• **RAW DATA**
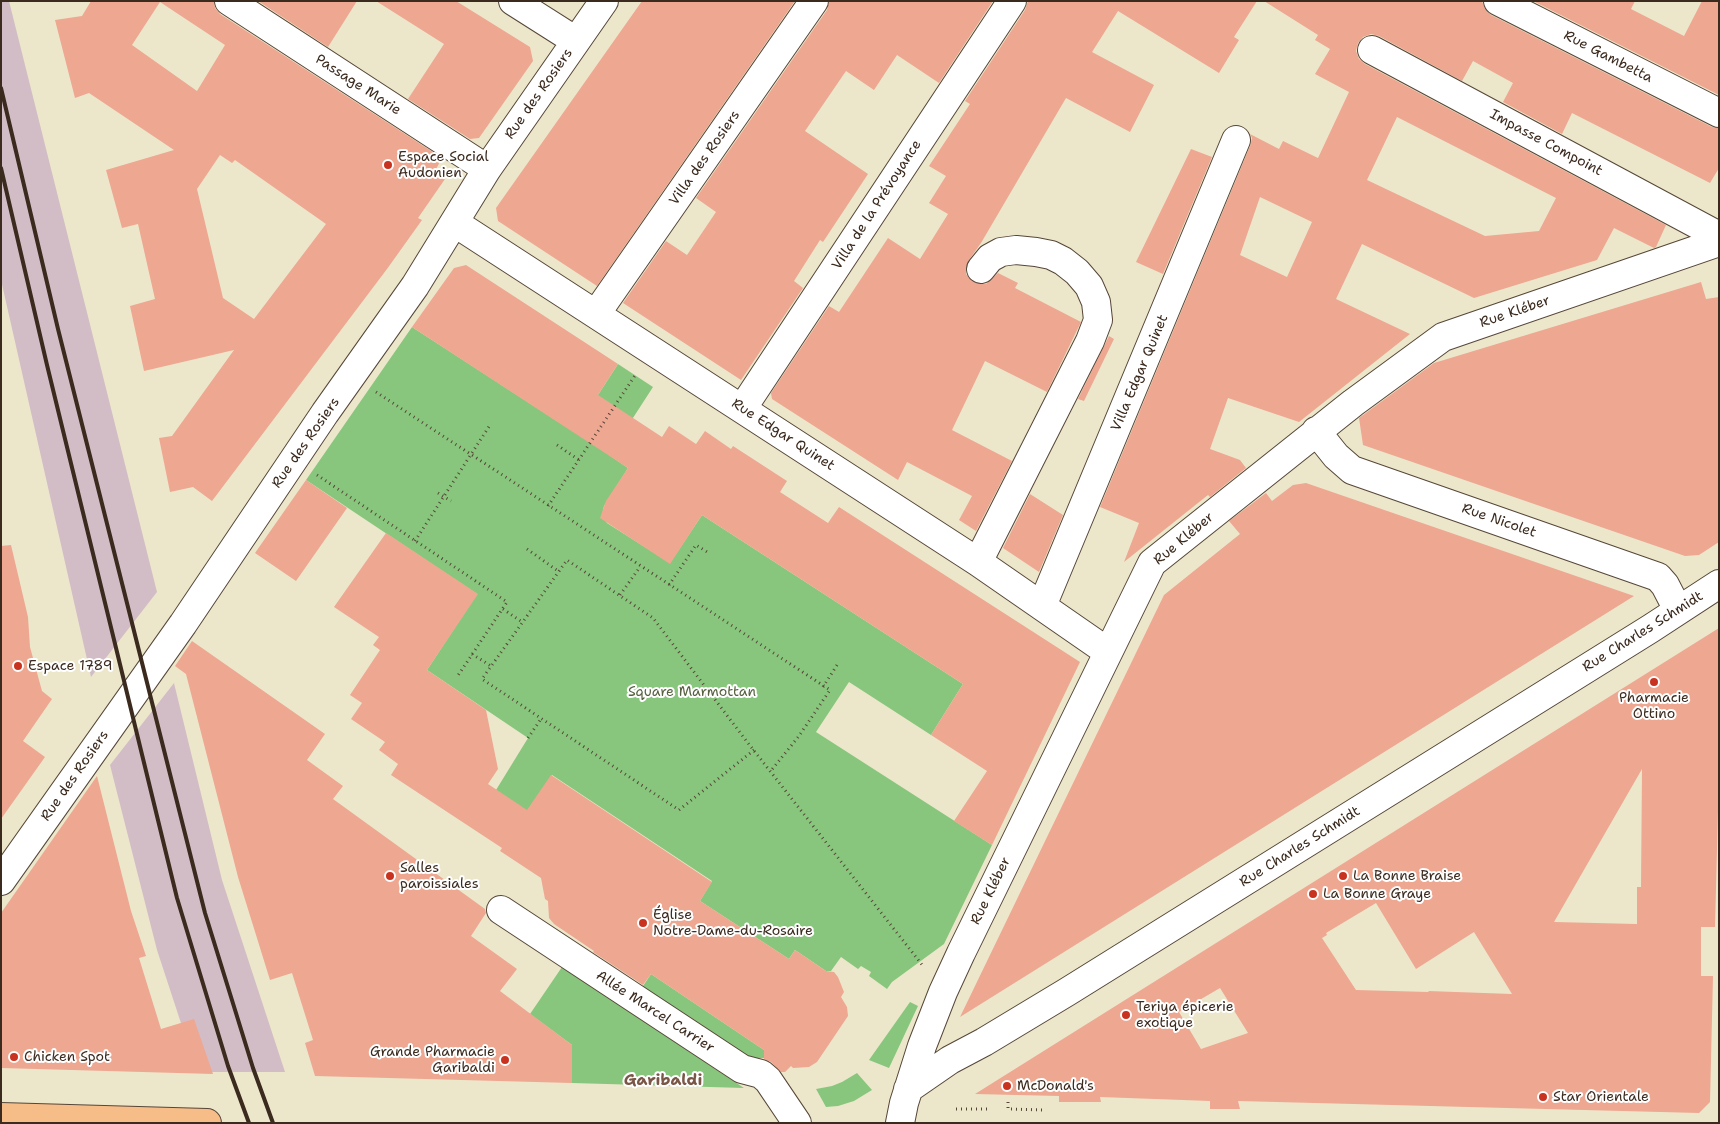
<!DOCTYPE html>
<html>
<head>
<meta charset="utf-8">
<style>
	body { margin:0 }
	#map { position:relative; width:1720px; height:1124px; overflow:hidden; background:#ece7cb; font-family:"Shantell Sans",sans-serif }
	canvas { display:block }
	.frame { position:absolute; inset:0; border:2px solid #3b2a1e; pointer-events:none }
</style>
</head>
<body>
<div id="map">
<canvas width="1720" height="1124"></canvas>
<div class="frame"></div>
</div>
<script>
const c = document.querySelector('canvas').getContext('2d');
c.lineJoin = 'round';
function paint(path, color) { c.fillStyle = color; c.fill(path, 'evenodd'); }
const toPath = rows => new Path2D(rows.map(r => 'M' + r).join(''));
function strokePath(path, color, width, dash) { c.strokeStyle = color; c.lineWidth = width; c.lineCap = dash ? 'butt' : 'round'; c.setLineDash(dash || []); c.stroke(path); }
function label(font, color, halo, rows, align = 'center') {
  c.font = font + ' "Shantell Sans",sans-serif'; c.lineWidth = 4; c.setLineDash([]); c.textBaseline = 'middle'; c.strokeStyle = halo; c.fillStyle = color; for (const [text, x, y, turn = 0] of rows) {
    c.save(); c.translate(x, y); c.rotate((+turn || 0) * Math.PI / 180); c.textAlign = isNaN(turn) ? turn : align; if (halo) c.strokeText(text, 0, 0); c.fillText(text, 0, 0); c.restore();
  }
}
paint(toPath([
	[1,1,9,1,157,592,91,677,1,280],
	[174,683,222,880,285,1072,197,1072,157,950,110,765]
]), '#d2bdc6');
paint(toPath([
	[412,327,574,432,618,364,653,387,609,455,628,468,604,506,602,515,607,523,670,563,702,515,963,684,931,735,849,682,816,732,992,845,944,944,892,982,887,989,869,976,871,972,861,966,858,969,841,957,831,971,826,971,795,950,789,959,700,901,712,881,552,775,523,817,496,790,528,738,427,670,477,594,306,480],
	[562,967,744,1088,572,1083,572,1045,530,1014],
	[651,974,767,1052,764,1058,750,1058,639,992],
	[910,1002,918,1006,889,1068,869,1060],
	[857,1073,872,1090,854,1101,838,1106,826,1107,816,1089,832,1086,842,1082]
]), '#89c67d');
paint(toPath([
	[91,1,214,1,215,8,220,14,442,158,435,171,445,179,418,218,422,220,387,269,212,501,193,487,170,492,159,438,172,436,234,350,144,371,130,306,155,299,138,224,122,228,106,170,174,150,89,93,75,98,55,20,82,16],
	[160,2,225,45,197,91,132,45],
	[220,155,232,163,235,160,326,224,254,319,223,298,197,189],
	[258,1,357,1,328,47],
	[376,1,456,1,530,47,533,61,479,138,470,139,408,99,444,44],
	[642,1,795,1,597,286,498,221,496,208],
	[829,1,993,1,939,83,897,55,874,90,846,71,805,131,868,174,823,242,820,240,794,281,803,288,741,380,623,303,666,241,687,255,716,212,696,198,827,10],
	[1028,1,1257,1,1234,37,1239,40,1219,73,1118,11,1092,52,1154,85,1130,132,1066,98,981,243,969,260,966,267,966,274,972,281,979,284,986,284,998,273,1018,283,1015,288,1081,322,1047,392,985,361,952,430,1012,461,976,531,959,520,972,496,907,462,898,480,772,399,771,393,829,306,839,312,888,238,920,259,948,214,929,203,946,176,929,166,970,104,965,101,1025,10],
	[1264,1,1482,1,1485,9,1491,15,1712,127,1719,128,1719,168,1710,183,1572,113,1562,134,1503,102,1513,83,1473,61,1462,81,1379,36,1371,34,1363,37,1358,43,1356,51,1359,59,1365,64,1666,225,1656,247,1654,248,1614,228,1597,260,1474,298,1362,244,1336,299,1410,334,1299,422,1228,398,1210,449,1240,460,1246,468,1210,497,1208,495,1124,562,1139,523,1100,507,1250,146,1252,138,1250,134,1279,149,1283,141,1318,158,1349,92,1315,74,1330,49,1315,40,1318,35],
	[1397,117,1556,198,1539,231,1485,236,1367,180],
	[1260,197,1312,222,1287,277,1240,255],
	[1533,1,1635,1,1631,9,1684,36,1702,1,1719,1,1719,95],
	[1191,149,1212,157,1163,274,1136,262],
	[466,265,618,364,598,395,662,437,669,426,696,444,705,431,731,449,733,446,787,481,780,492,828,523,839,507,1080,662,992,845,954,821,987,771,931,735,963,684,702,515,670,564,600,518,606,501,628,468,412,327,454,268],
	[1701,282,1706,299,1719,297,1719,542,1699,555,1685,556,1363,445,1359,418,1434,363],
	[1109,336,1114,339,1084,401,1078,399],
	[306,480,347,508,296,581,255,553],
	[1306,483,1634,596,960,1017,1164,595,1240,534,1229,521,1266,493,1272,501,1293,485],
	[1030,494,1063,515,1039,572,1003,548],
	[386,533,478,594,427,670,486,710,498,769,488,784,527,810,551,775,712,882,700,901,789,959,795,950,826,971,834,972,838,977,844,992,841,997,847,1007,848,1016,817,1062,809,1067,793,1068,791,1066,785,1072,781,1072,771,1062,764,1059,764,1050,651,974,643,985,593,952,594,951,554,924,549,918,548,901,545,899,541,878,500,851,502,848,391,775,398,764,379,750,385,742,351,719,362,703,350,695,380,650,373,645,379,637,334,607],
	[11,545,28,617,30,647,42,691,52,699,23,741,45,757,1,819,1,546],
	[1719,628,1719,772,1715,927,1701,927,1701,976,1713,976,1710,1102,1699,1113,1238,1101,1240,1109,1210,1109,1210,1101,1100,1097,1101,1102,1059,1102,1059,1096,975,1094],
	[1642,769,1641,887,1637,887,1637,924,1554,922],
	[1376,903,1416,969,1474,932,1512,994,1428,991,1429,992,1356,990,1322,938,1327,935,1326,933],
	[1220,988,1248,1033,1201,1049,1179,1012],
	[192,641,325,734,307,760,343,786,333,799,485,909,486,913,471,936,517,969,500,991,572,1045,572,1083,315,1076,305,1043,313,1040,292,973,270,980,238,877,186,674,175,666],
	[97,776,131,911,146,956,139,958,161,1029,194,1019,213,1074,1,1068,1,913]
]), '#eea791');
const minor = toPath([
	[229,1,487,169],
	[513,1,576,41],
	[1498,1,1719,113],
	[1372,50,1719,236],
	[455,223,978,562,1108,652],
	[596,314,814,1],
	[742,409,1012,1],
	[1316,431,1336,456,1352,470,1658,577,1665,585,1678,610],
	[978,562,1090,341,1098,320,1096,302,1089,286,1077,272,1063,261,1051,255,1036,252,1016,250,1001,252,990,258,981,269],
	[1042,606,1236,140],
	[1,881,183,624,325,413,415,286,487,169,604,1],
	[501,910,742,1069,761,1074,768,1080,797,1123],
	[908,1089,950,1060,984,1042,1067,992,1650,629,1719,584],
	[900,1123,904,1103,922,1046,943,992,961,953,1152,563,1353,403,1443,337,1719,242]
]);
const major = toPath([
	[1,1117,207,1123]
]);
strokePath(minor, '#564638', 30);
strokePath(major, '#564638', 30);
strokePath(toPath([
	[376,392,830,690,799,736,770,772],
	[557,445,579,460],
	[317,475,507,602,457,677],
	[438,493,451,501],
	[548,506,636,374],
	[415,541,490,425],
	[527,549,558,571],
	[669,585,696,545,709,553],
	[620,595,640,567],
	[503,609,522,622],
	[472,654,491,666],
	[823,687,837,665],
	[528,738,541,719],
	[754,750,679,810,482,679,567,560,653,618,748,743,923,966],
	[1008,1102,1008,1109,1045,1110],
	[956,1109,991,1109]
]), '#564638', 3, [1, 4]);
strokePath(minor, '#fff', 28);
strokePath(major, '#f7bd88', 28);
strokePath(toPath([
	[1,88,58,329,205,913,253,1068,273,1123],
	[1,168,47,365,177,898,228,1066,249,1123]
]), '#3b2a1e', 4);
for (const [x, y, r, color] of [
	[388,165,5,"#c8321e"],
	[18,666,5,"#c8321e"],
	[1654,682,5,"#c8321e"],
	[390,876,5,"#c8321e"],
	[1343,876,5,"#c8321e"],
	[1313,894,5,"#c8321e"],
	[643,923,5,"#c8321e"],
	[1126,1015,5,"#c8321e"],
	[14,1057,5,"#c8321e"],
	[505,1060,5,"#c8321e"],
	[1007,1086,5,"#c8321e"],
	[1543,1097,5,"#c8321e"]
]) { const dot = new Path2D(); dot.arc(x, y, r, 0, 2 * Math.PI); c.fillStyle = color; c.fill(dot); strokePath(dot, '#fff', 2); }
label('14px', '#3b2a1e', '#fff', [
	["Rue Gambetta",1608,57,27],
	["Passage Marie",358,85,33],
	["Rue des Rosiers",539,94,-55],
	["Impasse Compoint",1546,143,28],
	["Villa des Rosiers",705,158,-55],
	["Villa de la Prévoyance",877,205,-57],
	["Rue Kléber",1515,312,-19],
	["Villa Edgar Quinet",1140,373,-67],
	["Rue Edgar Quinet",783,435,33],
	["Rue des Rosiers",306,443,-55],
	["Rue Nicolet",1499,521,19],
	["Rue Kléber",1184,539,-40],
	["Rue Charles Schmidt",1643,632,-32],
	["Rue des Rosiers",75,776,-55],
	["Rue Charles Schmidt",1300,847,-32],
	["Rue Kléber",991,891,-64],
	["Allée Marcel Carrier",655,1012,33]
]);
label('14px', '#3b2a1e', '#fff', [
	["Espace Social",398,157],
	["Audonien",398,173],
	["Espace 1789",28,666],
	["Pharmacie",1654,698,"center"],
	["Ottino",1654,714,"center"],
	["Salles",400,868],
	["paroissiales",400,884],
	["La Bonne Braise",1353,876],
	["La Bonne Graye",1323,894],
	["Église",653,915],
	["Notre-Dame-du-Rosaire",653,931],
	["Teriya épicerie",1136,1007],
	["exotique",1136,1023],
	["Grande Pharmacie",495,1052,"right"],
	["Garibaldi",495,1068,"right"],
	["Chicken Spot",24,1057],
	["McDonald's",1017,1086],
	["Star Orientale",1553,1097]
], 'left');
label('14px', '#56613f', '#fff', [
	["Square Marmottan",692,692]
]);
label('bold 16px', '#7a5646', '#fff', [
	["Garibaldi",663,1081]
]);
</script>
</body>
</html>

• **REQUIREMENT**
The word to find is "canvas". Copy every line of the data that holds it.

• **EXERCISE SOLUTION**
	canvas { display:block }
<canvas width="1720" height="1124"></canvas>
const c = document.querySelector('canvas').getContext('2d');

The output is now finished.